As Timothy Snyder put it, they are clearly (from memory) preparing the ground for worse things to come. I don’t know to what degree it’s a conscious strategy (as opposed to instinctual, trial and error etc.), but anyway it’s a prime example of the weaponization of cognitive dissonance: Signal your illiberal and authoritarian agenda in advance while making sure there is just enough plausible deniability to give you an alibi (”it’s just trolling”, ”not to be taken literally” etc.). Get your followers into the habit of going along with, excusing or explaining away, even actively applauding increasingly dehumanizing and violent rhetoric, unambiguous, shameless lies, blatant corruption, openly authoritarian and illiberal behaviors etc. until such trangressions have definitely become normalized, legitimate, within the range of acceptable behavior. Then, once the actual violence begins, your followers have no face-saving way of turning back. Claiming ignorance is definitely not an available option at this point, nor, for that matter, has it been since before Trump was first elected back in 2016. The guy is many things, but subtle is not among them.
I take no comfort in the idea that there will be another election in four years, nor in the idea that a president can only serve for two terms. That was under the old rules. The rewriting of the rule book has already begun, and with foxes now in complete control of all the henhouses the way things have always worked in the past is hardly a reliable indicator of what can or cannot happen in the future. The same trends we have seen in the U.S. have already killed democracies elsewhere, and judging by everything we have observed so far I see little to support the American exceptionalist idea that ”it can’t happen here”.
I often worry that I’m becoming a bit of an ”alarmist”, a ”doomsayer”, an ”apocalypticist” etc., but in this case, as it turns out, even my pessimism didn’t go far enough. As I have previously stated, I would have been surprised if Trump didn’t win the election, but I also predicted that he wouldn’t win the popular vote. I stand corrected.
Of course Trump himself is not going to live forever, but Trumpism is going to be with us for the rest of our lives, and with a popular majority now having a stake in defending their choice, just like the other frequently prophesied ”Peak Tr…”, I wouldn’t count on ”Peak Trump” to happen anytime soon.
Bjarte – during the Iran-Contra hearings newspapers accused the Reagan Administration of preparing something called “Operation Garden Plot” or the “Martial Law Plan”, where during a severe emergency, the Administration would suspend the US Constitution and place the United States under indefinite martial law (Colonel Oliver North denied that there was such a plan).
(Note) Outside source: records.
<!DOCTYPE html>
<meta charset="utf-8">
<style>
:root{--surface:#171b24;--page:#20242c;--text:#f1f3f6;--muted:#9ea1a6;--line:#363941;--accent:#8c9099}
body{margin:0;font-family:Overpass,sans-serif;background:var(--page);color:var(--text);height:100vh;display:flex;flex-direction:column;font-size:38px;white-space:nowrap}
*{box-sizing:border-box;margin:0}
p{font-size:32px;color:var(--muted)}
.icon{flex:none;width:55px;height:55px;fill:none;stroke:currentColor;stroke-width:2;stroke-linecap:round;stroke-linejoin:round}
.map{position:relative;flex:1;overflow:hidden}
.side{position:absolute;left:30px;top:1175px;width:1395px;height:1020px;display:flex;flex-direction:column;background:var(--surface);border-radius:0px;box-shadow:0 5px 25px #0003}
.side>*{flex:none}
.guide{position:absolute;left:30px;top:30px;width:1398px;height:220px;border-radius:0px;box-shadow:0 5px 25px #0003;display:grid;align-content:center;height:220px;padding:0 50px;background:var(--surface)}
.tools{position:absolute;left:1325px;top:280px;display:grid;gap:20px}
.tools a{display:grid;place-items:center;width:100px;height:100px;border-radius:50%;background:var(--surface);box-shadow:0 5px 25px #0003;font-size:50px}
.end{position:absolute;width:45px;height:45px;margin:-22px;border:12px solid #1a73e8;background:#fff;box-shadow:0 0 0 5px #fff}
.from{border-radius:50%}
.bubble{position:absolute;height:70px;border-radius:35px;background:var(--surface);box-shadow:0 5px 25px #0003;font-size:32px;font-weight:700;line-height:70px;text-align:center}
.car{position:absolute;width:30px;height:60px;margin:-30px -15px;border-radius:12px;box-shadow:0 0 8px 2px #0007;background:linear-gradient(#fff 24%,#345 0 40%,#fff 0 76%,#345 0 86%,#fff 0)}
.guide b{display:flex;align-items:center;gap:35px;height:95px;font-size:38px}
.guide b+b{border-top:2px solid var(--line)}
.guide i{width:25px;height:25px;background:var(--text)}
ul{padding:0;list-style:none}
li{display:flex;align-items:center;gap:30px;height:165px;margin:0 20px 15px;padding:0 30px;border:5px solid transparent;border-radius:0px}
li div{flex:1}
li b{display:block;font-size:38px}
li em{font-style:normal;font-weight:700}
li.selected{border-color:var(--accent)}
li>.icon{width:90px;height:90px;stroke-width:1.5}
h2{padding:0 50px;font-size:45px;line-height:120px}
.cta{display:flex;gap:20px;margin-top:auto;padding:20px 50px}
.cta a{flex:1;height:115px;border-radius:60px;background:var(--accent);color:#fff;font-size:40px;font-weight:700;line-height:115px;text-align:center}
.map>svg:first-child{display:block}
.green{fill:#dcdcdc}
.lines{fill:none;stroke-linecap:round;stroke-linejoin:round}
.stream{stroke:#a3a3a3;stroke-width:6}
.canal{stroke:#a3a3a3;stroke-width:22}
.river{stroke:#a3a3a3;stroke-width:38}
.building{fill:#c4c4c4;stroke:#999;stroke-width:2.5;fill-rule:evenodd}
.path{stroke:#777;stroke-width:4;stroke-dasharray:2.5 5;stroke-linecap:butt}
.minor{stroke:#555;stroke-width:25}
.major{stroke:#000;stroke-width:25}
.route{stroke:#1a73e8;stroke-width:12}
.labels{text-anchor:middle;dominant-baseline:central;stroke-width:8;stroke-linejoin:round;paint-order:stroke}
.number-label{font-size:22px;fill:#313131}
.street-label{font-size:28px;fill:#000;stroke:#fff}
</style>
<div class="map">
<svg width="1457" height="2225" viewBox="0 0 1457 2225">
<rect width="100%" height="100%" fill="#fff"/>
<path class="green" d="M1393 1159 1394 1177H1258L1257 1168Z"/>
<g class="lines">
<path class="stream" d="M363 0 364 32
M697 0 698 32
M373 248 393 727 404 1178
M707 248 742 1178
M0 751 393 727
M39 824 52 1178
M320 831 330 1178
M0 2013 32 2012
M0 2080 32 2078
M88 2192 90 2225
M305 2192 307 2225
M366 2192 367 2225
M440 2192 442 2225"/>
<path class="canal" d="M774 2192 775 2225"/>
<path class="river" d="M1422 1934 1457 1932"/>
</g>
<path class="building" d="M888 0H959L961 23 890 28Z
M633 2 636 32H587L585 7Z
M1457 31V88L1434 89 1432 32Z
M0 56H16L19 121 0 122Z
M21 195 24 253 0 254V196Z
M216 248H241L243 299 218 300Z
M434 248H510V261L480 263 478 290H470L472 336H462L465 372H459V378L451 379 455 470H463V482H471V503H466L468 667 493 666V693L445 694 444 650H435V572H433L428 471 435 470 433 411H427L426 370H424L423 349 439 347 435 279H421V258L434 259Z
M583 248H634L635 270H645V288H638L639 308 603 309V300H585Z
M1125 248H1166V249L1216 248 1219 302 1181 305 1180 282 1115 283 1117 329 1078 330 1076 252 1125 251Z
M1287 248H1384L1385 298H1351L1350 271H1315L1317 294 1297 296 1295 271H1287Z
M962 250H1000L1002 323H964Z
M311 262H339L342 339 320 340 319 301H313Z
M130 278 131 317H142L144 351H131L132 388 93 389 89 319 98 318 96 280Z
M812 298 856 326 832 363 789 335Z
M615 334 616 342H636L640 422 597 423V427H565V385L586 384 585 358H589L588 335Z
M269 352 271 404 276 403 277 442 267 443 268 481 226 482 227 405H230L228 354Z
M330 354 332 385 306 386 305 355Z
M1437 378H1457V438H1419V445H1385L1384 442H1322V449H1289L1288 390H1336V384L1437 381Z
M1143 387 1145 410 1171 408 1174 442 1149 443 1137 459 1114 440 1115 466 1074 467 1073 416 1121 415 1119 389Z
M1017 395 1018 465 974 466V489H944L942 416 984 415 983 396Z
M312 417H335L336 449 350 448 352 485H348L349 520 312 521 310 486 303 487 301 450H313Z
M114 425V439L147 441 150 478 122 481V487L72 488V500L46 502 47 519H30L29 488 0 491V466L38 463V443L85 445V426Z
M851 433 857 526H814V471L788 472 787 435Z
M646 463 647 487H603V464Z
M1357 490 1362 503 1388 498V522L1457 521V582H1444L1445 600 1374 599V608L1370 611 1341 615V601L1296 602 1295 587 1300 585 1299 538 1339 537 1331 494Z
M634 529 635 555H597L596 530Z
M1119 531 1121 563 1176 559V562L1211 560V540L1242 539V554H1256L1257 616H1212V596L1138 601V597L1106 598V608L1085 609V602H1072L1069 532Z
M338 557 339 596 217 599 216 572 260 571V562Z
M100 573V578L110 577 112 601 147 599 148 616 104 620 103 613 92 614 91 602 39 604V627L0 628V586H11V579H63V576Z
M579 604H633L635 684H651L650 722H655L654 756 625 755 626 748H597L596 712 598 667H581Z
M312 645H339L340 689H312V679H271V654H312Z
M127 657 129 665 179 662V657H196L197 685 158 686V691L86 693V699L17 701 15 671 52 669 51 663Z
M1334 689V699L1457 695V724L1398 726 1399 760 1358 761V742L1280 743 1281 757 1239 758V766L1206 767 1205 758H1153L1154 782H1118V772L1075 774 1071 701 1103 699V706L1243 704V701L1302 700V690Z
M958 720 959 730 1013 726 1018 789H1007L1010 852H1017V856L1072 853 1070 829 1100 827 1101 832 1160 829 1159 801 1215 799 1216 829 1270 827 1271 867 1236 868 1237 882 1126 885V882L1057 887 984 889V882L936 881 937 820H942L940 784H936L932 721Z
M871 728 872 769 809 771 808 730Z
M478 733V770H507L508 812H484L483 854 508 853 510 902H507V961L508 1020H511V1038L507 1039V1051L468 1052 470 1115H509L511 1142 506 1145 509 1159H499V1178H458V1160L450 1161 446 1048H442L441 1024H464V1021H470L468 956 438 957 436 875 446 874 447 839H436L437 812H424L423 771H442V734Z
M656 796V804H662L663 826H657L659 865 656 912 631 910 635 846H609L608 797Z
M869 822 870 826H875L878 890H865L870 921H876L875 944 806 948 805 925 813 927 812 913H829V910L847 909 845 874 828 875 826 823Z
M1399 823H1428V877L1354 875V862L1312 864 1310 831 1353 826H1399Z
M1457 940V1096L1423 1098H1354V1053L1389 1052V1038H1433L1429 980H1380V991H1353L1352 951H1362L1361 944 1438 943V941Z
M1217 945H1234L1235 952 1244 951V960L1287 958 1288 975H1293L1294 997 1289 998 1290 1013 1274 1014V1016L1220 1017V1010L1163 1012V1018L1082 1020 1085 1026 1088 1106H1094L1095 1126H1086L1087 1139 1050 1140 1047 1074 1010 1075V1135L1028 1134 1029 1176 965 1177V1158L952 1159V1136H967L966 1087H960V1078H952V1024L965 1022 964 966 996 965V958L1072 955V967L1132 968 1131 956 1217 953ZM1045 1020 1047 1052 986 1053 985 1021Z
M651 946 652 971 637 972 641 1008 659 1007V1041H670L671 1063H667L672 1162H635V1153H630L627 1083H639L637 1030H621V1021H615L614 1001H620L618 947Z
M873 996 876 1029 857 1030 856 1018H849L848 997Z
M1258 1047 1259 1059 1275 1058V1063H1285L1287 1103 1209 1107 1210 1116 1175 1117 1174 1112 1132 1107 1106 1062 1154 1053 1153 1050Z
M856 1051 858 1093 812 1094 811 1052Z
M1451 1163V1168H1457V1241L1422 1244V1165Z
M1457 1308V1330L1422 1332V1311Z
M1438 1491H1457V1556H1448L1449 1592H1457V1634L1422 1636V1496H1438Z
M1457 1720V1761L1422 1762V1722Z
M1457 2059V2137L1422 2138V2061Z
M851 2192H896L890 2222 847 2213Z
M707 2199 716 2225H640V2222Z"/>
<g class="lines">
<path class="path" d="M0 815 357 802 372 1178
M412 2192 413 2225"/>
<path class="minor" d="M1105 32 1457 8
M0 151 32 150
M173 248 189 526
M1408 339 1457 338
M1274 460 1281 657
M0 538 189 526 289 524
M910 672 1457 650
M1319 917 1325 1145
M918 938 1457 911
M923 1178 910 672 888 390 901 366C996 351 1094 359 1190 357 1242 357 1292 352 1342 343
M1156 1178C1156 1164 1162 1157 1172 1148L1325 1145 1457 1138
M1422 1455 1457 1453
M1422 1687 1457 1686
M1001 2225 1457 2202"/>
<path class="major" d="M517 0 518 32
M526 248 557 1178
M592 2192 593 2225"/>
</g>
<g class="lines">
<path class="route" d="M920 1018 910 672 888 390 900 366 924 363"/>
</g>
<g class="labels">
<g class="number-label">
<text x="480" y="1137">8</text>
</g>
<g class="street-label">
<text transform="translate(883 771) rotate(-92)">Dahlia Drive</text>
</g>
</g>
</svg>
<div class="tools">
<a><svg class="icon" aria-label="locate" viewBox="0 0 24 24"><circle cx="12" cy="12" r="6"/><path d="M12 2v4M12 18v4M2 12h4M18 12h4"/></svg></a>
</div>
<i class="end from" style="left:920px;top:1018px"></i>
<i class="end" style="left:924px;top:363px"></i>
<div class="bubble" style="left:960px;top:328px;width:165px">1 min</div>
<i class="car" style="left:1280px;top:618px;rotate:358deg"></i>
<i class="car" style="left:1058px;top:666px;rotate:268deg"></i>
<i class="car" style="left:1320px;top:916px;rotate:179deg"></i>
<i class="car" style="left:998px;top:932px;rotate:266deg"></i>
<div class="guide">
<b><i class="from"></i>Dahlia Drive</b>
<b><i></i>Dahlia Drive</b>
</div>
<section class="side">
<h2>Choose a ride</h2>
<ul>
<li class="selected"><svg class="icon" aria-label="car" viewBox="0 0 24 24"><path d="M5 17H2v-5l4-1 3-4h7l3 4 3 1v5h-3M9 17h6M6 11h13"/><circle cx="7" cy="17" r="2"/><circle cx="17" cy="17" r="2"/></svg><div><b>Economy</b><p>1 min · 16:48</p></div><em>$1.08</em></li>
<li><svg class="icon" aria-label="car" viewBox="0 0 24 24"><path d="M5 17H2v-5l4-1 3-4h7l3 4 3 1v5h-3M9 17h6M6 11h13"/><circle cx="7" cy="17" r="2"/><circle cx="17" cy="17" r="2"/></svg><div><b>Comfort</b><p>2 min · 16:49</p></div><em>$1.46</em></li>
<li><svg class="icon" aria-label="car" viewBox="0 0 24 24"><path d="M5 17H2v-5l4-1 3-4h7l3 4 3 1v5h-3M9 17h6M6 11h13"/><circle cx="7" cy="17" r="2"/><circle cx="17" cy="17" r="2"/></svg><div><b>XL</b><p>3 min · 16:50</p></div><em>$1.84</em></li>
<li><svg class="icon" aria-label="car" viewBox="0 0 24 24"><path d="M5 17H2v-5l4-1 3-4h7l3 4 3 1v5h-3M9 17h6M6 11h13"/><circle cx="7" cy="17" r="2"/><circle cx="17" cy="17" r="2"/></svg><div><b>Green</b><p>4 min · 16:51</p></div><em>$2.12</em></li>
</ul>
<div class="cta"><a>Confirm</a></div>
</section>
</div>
In 1991 Ross Gelbspan of the Boston Globe claimed that the US Army had discussed a military intervention in Central America, part of which would have involved the internment of US anti-nuclear activists, environmentalists and refugee support advocates.
https://www.google.ie/books/edition/The_Social_History_of_Crime_and_Punishme/vs9wCQAAQBAJ?hl=en&gbpv=1&dq=%22oliver+north%22+%22martial+law%22&pg=PT1347&printsec=frontcover
No doubt members of the Trump Administration may be considering a similar plan. I speculate that Trump and Vance could launch a big US war (possibly again Iran, or even against Mexico). They might then use the resulting climate of jingoism to try to supress all dissent, similar to what happened in the US in WWI, Vietnam and the Second Gulf War.